* **What to work on**: Can you find the lines of the listing that include "Montes" and copy every one?

[Start of Attachment]

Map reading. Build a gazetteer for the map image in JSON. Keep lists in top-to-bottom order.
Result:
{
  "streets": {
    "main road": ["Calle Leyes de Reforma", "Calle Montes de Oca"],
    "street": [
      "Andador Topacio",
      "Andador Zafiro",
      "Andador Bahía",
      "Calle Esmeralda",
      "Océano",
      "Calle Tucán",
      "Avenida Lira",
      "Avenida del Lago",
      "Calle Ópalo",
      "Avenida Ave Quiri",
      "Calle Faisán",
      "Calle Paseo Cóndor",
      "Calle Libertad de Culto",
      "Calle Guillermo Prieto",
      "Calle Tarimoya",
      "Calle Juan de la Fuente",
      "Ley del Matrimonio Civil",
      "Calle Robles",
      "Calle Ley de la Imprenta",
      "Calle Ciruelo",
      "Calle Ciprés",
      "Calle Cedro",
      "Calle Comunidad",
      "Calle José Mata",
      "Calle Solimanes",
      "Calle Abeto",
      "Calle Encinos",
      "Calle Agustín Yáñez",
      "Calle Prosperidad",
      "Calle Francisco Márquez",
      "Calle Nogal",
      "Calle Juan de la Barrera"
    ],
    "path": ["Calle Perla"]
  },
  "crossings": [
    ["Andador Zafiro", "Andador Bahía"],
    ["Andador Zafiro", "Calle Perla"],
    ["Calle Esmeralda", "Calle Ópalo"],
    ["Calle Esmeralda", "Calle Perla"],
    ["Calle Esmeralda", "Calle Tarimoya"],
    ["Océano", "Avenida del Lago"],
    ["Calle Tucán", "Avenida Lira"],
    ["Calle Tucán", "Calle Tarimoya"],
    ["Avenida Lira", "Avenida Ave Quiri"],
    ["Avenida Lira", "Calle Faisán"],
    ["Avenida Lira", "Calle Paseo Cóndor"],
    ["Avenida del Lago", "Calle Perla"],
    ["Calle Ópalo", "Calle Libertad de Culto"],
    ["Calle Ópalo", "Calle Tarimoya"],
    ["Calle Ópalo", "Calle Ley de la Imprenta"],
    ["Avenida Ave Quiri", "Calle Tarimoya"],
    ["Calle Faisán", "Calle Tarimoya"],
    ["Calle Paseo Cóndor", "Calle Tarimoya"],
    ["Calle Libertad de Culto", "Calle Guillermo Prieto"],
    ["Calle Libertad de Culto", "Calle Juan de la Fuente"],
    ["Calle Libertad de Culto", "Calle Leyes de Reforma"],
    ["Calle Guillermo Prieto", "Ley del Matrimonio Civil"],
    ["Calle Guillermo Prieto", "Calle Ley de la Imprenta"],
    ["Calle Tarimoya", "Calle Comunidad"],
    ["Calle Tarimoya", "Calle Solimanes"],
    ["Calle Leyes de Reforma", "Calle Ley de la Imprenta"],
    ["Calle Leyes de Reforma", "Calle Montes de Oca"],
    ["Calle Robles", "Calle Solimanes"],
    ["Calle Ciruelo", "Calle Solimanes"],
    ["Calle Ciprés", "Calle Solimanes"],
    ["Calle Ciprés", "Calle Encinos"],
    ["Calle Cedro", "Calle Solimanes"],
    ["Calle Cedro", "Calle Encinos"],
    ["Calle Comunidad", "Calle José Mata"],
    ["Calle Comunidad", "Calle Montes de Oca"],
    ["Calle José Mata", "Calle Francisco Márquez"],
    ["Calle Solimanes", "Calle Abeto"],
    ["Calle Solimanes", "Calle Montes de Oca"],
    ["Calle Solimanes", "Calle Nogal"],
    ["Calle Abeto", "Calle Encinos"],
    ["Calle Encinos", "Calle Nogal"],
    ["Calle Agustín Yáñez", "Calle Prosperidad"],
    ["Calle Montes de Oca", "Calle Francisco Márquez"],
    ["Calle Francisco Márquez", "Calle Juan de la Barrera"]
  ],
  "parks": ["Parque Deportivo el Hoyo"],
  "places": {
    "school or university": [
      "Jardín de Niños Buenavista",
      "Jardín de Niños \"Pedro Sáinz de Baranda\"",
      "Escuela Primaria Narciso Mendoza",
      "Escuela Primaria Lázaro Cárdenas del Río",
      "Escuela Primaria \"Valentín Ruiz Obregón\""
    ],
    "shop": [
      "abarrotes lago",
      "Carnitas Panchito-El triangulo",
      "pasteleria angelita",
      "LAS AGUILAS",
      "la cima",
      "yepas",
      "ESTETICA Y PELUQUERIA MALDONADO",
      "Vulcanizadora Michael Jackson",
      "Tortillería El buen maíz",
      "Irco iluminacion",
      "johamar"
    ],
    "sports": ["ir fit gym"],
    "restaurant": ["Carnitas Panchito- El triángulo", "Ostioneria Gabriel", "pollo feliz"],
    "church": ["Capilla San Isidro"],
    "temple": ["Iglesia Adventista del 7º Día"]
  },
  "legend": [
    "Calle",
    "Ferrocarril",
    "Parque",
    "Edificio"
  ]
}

[End of Attachment]

* **Task output**:
    "main road": ["Calle Leyes de Reforma", "Calle Montes de Oca"],
    ["Calle Leyes de Reforma", "Calle Montes de Oca"],
    ["Calle Comunidad", "Calle Montes de Oca"],
    ["Calle Solimanes", "Calle Montes de Oca"],
    ["Calle Montes de Oca", "Calle Francisco Márquez"],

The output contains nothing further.